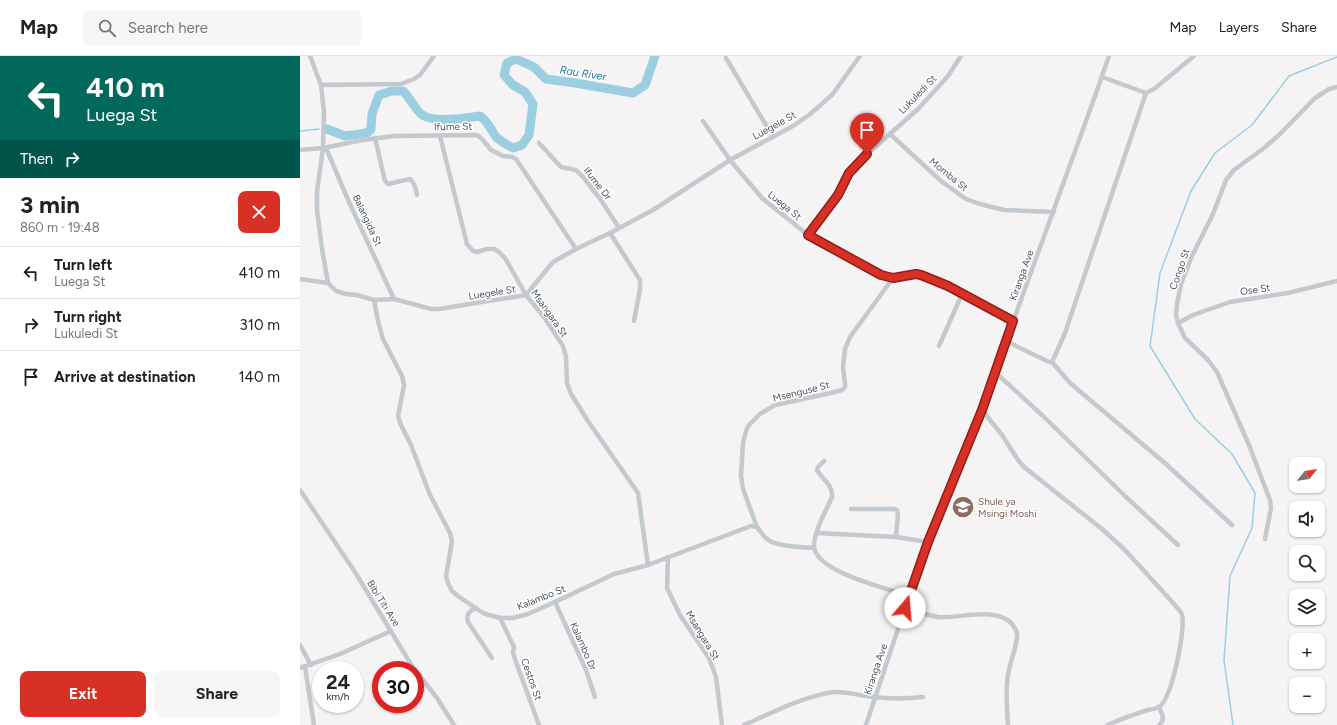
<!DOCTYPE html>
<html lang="en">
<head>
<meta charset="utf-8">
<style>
	body { margin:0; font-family:Figtree,sans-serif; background:#f6f6f6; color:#222; height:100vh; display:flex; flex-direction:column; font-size:15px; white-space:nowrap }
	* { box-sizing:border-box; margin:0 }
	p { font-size:13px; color:#767676 }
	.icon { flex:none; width:22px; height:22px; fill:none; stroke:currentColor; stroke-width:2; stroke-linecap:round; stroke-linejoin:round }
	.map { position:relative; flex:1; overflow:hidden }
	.sheet { display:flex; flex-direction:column; background:#fff; width:300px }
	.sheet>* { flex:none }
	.banner { background:#00695c; color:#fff; overflow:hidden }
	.needle { width:26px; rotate:60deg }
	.tools { position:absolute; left:989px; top:401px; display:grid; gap:8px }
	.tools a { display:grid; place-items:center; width:36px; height:36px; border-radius:8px; background:#fff; box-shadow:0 1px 3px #0004; font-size:20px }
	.speed { position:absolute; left:12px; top:605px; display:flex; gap:8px; font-size:20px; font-weight:700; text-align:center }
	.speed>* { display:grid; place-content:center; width:52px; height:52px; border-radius:50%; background:#fff; box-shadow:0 1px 3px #0004; line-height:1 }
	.speed small { font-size:10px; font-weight:400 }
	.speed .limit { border:6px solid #d22; background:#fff; color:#111 }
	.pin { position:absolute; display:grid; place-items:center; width:34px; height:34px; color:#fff; margin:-41px -17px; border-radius:50% 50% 50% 0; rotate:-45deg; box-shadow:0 0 4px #0007 }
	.pin .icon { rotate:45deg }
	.me { position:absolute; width:44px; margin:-22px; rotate:18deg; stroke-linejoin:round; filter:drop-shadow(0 0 3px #0008) }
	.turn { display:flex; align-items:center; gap:14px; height:84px; padding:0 20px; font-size:18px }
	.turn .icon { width:52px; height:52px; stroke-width:2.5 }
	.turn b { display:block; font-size:28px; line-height:34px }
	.then { display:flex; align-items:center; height:38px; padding:0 20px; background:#0003; gap:8px; font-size:15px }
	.round { display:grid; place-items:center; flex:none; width:42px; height:42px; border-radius:8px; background:#f6f6f6 }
	.overview { display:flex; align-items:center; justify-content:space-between; height:68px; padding:0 20px }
	h1 { font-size:24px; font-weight:700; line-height:30px }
	.primary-button { display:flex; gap:8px; margin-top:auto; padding:8px 20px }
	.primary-button a { flex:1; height:46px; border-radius:8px; background:#d93025; color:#fff; font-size:16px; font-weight:700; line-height:46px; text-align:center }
	.primary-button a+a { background:#f6f6f6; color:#222 }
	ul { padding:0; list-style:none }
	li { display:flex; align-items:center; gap:12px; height:52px; padding:0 20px; border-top:1px solid #e0e0e0 }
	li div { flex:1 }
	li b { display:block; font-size:15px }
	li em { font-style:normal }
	header { display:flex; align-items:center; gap:24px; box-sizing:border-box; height:56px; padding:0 20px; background:#fff; border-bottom:1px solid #e0e0e0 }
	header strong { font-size:19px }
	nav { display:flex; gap:22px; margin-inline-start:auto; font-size:14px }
	.search { width:280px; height:36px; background:#f6f6f6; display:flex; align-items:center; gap:10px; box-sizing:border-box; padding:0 14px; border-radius:8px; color:#767676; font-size:15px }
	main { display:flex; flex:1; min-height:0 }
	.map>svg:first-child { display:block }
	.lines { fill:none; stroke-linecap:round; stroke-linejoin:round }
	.stream { stroke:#9ccee2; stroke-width:1.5 }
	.river { stroke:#9ccee2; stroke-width:9 }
	.street { stroke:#c3c9cf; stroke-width:4.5 }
	.route-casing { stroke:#8d1f18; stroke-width:10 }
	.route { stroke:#d93025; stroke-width:7 }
	.labels { text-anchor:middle; stroke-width:3; stroke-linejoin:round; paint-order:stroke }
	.street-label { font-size:10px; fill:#4d555e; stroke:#fff }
	.education-label { font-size:10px; fill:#785e54; stroke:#fff; text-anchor:start }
	.water-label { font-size:11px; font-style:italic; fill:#20799e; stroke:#fff }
</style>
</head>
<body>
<header>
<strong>Map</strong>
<div class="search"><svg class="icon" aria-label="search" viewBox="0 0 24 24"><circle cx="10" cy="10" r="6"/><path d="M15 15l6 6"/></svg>Search here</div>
<nav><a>Map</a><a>Layers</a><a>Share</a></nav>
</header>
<main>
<section class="sheet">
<div class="banner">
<div class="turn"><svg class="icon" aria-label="left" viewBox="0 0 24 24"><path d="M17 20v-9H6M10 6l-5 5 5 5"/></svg><div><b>410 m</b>Luega St</div></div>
<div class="then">Then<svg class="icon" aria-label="right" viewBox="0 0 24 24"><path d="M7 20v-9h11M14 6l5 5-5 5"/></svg></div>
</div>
<div class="overview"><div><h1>3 min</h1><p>860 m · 19:48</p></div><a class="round" style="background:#d93025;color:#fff"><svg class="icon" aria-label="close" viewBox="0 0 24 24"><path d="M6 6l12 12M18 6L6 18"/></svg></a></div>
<ul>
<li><svg class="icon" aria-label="left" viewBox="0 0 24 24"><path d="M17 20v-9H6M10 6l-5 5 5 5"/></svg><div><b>Turn left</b><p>Luega St</p></div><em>410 m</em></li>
<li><svg class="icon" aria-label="right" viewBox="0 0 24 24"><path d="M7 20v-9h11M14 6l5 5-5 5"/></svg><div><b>Turn right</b><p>Lukuledi St</p></div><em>310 m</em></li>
<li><svg class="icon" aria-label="arrive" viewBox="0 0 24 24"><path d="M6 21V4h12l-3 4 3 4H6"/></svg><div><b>Arrive at destination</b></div><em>140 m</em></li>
</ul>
<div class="primary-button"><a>Exit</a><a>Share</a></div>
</section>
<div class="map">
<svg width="1037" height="669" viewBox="0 0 1037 669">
	<rect width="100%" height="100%" fill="#f5f3f3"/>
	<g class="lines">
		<!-- stream -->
		<g class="stream">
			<path d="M0 75 19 73"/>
			<path d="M933 669 924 604 930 520 952 472 955 437 932 398 895 363 850 290 860 217 891 135 915 97 952 69 989 20 1037 1"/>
		</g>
		<!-- river -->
		<path class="river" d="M27 73 45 80 67 77 71 73 72 58 79 39 92 35H103C110 42 114 51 121 58 132 68 166 62 180 60 189 67 190 72 196 81 200 85 208 89 213 92L222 89 229 79 233 48 225 36 213 29 204 19 207 7 216 3 234 11 246 23 275 27 333 37 345 29 355 0"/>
		<!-- street -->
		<g class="street">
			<path d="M10 0 21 29 24 56 23 92 17 136V154L22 193 28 227 36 235 46 238 57 239 74 244 94 243 131 253H139L226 239 253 206 276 193 310 177 353 154 430 104 493 70 509 59 532 39 560 0"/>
			<path d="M426 2 473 81"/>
			<path d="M802 21 846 37 854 33 894 0"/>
			<path d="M21 29 101 28 114 23 120 19 134 0"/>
			<path d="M403 65 430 104 462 142 508 179 581 219 593 222 616 218 621 219 648 230 713 265"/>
			<path d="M590 78 641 125 666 143 680 148 704 154 754 156"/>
			<path d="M140 80 167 188 173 195 177 196 187 193H194L199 196 205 202 226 239 244 261 263 290 266 301 267 327 271 338 288 365 338 437 348 509"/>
			<path d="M75 82 85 125 88 128 110 123C115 127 116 134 117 139"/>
			<path d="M239 87 261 111 276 114 283 121 301 144 319 172"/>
			<path d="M26 92 49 146 94 243"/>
			<path d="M0 94 23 92 63 84 94 80 177 79 182 83 191 94 203 100 212 101 216 103 276 193"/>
			<path d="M310 177 340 224V233L334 265"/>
			<path d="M508 179 538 139 549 117 556 108 618 53 648 20 661 0"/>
			<path d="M0 223 28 227"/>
			<path d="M74 244 78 265 83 283 102 320 104 329 98 360 101 369 111 389 130 439 150 477 152 485 146 520 148 527 152 535 158 540 183 557 189 559 200 562H213L228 558 255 546 314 518 348 509 451 470 457 471C461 476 464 482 470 485 480 491 502 491 514 492"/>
			<path d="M878 267 893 259 930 246 988 237 1037 225"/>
			<path d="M706 285 749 306H752L753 304 765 277 846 37"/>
			<path d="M639 290 662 238"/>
			<path d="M752 306 770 327 866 408 932 469"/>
			<path d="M695 316 742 359 826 441 878 489"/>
			<path d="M682 354 702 379 718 404 724 411 802 473 825 494 875 549C877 552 881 555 882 559 886 573 872 641 860 650 857 653 852 653 848 654 835 658 821 663 808 669"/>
			<path d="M524 405 518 411 517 414C523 424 533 429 532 441 526 455 514 475 514 490 515 516 589 533 610 540"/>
			<path d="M0 434 55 516 112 610 137 642 154 669"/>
			<path d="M551 453H595L597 454 598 458 596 481"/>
			<path d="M457 471 443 433 441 420 443 387 446 375 449 369 460 358 475 349 531 337 542 334 545 331V327L543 311 545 293 550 281 593 222"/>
			<path d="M517 477 596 481 628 486"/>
			<path d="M965 483 971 452 970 444 949 389 917 316 908 304 885 282 878 267 876 259 877 248 881 228 892 200 913 158 926 124 934 114 964 92 980 78 1015 42 1029 33 1037 31"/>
			<path d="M368 501 367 532 380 559 409 602 416 621 422 669"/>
			<path d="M255 546 286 614 295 641"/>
			<path d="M176 552C169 555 166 558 168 566L192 602"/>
			<path d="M605 552C616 555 627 559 638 561 658 563 697 550 712 568 715 572 718 576 717 581 716 593 711 603 709 614 705 632 707 651 708 669"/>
			<path d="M200 562 214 591 213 597 216 606 239 669"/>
			<path d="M0 589 11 609"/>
			<path d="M5 611 14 669"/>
			<path d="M0 612 40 598 91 575"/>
			<path d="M444 669C469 658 507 639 534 636 546 635 561 640 573 641 590 643 606 643 623 641"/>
			<path d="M566 669 617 516 682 354 706 285 794 43 809 0"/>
			<path d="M859 669C866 664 862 658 859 651"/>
		</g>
	</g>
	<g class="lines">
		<!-- route casing -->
		<g class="route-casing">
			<path id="route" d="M567 98 549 117 538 139 508 179 581 219 593 222 616 218 621 219 648 230 713 265 682 354 628 486 605 552"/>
		</g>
		<!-- route -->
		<use href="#route" class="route"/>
	</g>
	<!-- icons -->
	<defs>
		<g id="school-disc" transform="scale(1.15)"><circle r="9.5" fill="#8d6e63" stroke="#fff"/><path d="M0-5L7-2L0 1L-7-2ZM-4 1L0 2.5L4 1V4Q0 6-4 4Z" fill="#fff"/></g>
	</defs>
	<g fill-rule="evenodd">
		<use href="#school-disc" x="663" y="451"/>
	</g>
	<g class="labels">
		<!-- street labels -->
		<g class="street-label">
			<text transform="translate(617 38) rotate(-46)" y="4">Lukuledi St</text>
			<text transform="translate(474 69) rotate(-29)" y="4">Luegele St</text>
			<text transform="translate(153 70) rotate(-1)" y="4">Ifume St</text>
			<text transform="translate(649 118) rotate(39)" y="4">Momba St</text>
			<text transform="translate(298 127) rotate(52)" y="4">Ifume Dr</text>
			<text transform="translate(485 149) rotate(39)" y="4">Luega St</text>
			<text transform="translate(68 164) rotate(65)" y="4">Balangida St</text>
			<text transform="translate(879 213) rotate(-71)" y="4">Congo St</text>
			<text transform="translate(721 219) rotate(-70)" y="4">Kiranga Ave</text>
			<text transform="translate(955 233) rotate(-9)" y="4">Ose St</text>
			<text transform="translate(192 236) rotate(-9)" y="4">Luegele St</text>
			<text transform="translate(250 257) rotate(55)" y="4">Msangara St</text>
			<text transform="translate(501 335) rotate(-14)" y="4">Msenguse St</text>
			<text transform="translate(241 541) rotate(-22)" y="4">Kalambo St</text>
			<text transform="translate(84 547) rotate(58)" y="4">Bibi Titi Ave</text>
			<text transform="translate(403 579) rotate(59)" y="4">Msangara St</text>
			<text transform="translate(284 590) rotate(66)" y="4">Kalambo Dr</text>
			<text transform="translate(575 613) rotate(-71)" y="4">Kiranga Ave</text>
			<text transform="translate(232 623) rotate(70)" y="4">Cestos St</text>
		</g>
		<!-- education labels -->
		<g class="education-label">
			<text x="678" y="449">Shule ya<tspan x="678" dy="12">Msingi Moshi</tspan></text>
		</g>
		<!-- water labels -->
		<g class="water-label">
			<text transform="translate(283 17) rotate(9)" y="4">Rau River</text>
		</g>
	</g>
</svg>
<div class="tools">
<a><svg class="needle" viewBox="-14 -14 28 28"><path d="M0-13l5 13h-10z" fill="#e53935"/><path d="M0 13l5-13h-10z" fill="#767676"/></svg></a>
<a><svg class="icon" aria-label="sound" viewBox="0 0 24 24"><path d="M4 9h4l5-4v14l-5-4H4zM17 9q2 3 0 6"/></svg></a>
<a><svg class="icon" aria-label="search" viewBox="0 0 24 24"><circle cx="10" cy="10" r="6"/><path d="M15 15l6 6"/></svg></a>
<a><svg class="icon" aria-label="layers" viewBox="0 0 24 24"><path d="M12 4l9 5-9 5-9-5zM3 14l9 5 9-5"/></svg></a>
<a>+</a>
<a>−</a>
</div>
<div class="speed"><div>24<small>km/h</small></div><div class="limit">30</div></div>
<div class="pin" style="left:567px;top:98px;background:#d93025"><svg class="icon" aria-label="arrive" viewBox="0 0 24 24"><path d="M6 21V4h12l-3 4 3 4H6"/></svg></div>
<svg class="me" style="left:605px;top:552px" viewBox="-20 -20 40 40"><circle r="19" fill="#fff"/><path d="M0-13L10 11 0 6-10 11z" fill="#d93025"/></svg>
</div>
</main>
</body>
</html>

WHAT THIS TASK INVOLVES: For every line in the data above that holds "block", return the line itself.

EXERCISE RESULT:
	.turn b { display:block; font-size:28px; line-height:34px }
	li b { display:block; font-size:15px }
	.map>svg:first-child { display:block }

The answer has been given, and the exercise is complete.